Il linguaggio del gioco

Candelario non ne può più di sentire il padre Valente che racconta dei suoi viaggi clandestini in Gringolandia. Tutto quel rischio, per cosa? Per aprire una pizzeria? Almeno portasse soldi a palate, almeno servisse a cambiar vita. Martina, la sorella, è più possibilista, meno insofferente. Eppure anche lei, a un certo punto, finisce nel giro: agghindata da puttana (così la apostrofa irritata la madre Yolanda) cerca il suo riscatto sulla via della seduzione. Ma fa rima con perdizione, e in un battibaleno Martina sparisce di casa, tra le braccia di un malavitoso locale. Non che Candelario prenda una strada tanto diversa: anche lui sparisce silente, affiliandosi ai nuovi spacciatori locali. Erba, coca, qui sì che si fanno i soldoni. E se per conservarli serve sparare e taglieggiare beh, è il prezzo del successo. Insieme alla solitudine. Per Martina il prezzo è ben più alto e così per Valente e Yolanda, in equilibrio instabile tra gangster e tragedie familiari…

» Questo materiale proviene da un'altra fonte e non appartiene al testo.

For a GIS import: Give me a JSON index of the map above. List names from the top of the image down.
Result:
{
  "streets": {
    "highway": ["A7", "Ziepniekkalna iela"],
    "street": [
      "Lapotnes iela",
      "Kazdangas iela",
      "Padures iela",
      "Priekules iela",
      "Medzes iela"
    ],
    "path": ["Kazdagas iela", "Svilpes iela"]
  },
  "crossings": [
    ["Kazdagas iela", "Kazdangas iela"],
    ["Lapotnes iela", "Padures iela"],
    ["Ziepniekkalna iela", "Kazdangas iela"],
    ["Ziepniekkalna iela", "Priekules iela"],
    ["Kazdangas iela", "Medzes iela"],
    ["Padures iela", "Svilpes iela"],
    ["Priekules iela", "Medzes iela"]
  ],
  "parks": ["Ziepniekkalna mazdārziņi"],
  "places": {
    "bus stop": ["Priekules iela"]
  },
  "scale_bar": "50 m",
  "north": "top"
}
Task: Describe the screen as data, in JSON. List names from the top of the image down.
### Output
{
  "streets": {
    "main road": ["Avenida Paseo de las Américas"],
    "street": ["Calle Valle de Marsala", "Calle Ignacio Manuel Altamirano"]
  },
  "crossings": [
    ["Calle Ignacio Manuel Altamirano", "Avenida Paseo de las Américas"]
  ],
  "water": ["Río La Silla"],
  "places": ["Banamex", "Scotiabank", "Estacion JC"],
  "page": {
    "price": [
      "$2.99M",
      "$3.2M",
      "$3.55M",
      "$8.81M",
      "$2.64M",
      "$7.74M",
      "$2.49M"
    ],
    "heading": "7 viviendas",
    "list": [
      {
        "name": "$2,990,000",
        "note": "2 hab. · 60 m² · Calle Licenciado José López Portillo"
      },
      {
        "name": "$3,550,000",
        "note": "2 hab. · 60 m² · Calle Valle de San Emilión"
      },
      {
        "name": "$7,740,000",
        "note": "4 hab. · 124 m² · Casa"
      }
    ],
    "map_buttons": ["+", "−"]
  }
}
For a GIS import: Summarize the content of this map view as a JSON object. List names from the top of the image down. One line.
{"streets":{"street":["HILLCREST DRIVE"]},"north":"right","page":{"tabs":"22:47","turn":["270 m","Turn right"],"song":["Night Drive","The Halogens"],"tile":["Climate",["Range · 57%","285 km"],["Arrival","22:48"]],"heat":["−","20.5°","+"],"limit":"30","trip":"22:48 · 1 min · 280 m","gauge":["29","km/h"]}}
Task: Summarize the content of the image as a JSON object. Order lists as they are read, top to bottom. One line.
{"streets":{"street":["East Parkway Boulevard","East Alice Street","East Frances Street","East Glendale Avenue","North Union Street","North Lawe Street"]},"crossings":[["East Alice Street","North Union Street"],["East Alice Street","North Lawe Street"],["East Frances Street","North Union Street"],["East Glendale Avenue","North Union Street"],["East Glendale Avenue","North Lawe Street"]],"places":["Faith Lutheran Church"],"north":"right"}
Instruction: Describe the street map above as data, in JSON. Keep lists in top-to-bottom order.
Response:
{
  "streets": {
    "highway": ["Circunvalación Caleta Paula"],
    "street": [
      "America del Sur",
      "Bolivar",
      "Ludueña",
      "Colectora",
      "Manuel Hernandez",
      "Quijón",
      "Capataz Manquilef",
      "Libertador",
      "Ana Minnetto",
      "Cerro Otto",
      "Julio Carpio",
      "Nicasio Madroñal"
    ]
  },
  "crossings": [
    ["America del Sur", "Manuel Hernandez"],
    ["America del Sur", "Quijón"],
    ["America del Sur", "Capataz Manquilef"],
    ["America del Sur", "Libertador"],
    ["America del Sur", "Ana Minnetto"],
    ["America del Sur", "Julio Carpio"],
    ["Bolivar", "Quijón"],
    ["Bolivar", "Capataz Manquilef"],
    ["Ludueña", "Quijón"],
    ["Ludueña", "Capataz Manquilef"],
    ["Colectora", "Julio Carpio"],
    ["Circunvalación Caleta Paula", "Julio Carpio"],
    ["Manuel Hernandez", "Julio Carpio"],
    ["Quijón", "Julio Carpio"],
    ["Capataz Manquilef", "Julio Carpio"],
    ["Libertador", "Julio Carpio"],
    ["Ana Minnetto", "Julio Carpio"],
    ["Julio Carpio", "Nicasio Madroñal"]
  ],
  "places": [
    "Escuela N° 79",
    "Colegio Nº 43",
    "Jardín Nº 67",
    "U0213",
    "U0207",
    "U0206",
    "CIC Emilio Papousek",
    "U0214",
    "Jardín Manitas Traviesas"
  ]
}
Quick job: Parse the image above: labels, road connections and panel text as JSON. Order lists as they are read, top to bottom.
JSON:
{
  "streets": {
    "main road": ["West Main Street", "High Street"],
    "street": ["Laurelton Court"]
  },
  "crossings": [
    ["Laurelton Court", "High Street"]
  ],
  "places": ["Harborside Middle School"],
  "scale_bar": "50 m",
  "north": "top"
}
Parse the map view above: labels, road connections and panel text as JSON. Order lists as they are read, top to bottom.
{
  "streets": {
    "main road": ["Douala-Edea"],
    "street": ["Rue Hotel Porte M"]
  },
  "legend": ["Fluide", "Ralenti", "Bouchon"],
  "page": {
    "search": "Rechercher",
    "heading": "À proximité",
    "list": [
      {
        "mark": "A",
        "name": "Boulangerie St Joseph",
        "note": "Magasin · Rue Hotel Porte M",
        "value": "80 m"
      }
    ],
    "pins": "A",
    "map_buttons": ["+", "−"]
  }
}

Che penna, che pagine. Tambureggianti come un’opera futurista, soffocanti come una storia di mafia. Qui si ripercorre l’ascesa di alcuni cartelli messicani della droga: un traffico enorme che attira ben presto molti pretendenti al comando. E allora via ai regolamenti di conti, alle sparatorie facili, al sangue sulle strade. Sullo sfondo, imponenti ed evocativi, i fuoristrada BMW, simboli di una ricchezza corrotta e violenta. Ma non è nella trama la potenza di questo romanzo. La lingua è rotta come una raffica di mitra, frasi spezzate si rincorrono, impossibile trovare il punto dove fare una pausa nella lettura. Così frammentato, quasi un respiro affannoso, è ogni dialogo, ogni pensiero dei personaggi che, come foglie in una tempesta di sabbia, sono trascinati nell’abisso che li perde. Una storia violenta ma con un ritmo talmente veloce da non darci nemmeno il tempo di provare pietà. Solo sbigottimento, lo stesso di Yolanda, lo stesso di Valente, in una perfetta coincidenza di percepito tra personaggi e lettore.